18世紀末御製台湾原漢界址図=国立台湾歴史博物館提供
(台南 9日 中央社)南部・台南市の国立台湾歴史博物館で5日から、16世紀以降の約500年間に作成された地図約70点から台湾の歴史をひもとく特別展が始まっている。
なかでも18世紀末、漢民族と原住民族(先住民)が住み分けた境界線が手に取るように分かる古地図「18世紀末御製台湾原漢界址図」は、英ロンドンの大英博物館や中国大陸・北京の故宮博物院の所蔵品を含め、世界で6点しか確認されていないという貴重な一枚。9日に予定されている特別展の開幕式で初公開される。

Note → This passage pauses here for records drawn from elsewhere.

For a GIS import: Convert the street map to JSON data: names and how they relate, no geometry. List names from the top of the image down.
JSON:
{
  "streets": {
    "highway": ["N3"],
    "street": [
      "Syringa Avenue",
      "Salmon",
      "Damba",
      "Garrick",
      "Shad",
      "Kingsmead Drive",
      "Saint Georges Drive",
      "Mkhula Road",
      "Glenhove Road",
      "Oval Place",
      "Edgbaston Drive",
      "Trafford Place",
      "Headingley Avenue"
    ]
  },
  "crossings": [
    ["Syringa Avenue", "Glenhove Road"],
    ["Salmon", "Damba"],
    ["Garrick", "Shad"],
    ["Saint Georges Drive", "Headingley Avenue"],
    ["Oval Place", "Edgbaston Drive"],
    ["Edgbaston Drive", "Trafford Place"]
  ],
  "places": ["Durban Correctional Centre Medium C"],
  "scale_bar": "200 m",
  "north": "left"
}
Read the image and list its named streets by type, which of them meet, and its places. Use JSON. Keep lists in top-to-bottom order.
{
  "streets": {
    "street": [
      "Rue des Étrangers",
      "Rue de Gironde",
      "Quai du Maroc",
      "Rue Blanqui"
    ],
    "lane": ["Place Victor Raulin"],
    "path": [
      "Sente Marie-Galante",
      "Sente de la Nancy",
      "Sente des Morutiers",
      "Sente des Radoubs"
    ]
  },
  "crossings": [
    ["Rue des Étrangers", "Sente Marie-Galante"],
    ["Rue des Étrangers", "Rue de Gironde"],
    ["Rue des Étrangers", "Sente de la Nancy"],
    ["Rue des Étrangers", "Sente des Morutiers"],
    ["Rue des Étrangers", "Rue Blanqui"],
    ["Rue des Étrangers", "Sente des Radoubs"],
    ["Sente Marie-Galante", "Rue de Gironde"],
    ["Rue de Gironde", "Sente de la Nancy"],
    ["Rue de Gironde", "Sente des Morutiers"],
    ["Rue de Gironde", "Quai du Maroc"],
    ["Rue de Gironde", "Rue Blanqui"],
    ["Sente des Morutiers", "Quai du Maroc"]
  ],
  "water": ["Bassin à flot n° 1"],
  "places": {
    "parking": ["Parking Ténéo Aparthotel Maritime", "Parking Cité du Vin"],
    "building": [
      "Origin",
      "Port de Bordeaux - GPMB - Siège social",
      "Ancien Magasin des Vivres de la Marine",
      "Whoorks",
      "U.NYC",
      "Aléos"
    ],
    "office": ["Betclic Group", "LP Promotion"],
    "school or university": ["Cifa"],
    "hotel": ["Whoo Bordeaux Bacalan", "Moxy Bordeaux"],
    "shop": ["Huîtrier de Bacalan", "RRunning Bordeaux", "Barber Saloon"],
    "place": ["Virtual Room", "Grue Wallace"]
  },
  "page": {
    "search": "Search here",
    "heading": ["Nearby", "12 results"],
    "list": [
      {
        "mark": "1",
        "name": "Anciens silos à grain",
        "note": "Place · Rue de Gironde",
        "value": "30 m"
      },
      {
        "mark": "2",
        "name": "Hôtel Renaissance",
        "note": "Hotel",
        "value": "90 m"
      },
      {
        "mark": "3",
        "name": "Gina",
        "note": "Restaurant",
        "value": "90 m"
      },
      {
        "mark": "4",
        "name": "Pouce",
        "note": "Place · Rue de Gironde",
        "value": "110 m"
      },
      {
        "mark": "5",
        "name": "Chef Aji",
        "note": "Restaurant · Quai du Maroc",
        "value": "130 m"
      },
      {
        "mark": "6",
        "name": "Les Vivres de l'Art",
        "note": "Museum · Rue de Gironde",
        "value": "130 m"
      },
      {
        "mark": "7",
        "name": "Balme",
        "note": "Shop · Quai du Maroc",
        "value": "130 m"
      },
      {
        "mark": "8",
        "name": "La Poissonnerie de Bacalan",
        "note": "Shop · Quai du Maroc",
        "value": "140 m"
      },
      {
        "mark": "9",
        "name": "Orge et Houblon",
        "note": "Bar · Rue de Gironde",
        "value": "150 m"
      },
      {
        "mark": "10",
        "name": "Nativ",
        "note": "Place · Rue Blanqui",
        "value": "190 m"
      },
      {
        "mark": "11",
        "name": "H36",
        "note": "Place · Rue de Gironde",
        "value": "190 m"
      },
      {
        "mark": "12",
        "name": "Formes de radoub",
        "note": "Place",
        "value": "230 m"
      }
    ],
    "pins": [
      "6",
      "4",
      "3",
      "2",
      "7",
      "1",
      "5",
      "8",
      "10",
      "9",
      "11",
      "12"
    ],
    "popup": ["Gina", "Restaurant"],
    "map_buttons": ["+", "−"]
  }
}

同図は、領地の状況を清朝の皇帝に報告するために作成されたもので、納税や労役の義務を負う漢民族らが居住する「人界」と、統治対象外とされる「番界」との境界線が引かれている。全長404.5センチ、幅49.2センチ。絵図・文字とも精巧で、当時の地名や先住民の侵入を阻むために建設された見張り所や溝などが克明に記録されており、調査から完成まで3~5年を要したとされる。
所有者は渡仏して活躍した台湾の漢学者で、画家としての顔も持つ故・侯錦郎氏。古地図は2013年に台湾に輸送されて研究が進められ、今年4月、国立台湾博物館に寄託された。
特別展ではこのほか、日本統治時代の「台湾鉄道地図」や「米英撃滅大東亜建設大観」と題された第2次世界大戦中の漫画地図なども見ることができる。開催は来年8月12日まで。